Weill Recital Hall at Carnegie Hall 2019
Refinersfire presents French bass-baritone Edwin Crossley-Mercer in his only 2019 North American appearance on Monday, June 24 at Carnegie Hall's Weill Recital Hall. Twice nominated for Grammy Awards (first for his work on "Mademoiselle; Unknown Music of Nadia Boulanger", [NAXOS] and again on Jean-Baptiste Lully's Alceste [Aparté]), Crossley-Mercer has risen to become one of the world's most sought-after bass baritones of his generation. The 2018-2019 season has seen him in Hippolyte et Arice in Zurich, in Les Boreades in Dijon, in the St. Matthew Passion in Lisbon, in L'enfance du Christ un Paris, in Mozart's Requiem in Toulon, in Guilaume Tell in Vienna, in Orlando paladino in Munich, and Don Giovanni in Santiago.
Here's how Opera News headed its review of the Dallas Opera's 2016 of Manon:
The chief splendor of the evening came from the singers.

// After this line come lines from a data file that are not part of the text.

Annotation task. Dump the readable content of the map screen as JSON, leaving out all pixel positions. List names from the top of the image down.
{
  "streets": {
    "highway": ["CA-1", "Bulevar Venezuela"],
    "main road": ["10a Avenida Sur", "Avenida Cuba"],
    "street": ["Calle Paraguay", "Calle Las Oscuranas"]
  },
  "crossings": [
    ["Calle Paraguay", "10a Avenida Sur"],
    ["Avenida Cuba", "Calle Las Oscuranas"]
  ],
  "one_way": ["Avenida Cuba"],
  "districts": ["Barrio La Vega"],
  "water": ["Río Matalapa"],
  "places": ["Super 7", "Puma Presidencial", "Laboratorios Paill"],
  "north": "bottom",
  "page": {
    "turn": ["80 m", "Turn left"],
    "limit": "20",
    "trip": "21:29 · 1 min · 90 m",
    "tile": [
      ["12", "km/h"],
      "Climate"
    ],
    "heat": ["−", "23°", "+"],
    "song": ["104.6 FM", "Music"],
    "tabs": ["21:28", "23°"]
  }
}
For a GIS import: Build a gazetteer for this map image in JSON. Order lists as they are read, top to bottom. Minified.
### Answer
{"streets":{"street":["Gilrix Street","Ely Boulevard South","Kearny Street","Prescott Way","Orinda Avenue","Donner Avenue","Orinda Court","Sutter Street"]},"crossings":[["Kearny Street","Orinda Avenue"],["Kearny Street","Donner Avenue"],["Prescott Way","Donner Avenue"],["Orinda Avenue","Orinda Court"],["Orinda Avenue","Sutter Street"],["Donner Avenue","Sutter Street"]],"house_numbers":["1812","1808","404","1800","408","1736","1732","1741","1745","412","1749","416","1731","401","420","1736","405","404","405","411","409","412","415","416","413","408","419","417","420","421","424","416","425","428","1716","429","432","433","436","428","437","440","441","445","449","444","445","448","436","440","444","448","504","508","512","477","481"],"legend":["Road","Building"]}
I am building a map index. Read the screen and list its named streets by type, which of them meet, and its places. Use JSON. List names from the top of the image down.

Baritone Edwin Crossley-Mercer turned Manon’s cousin, Lescaut, into a complex dramatic figure, a louche gambler and seducer . . . [he] proved his ability to combine the delicacy of a voice that has done wonders on the recital stage with a resonant power that projects through the opera hall.
The French FORUMOPERA wrote this about his performances of Michael Linton's Carmina Catulli:
Amid this gasping eroticism, the French-Irish baritone, Edwin Crossley-Mercer, acquits himself con brio. What a vocal palette is his! It ranges from the most suffocating sensuality expressed in « Nulla potest mulier », sung in a whisper, as is « Mellitos oculos tuos », to raging anger and a lover’s despair. The singer’s every vocal subtlety is explored, even up to falsetto.
Other critics have described his performances as "dazzling", and "a revelation."
With award winning pianist Jason Paul Peterson, Crossle-Mercer presents a program featuring Robert Schumann's Dichterliebe along with the premier of settings of poems by Cody Franchetti and cowboy songs by composer Michael Linton.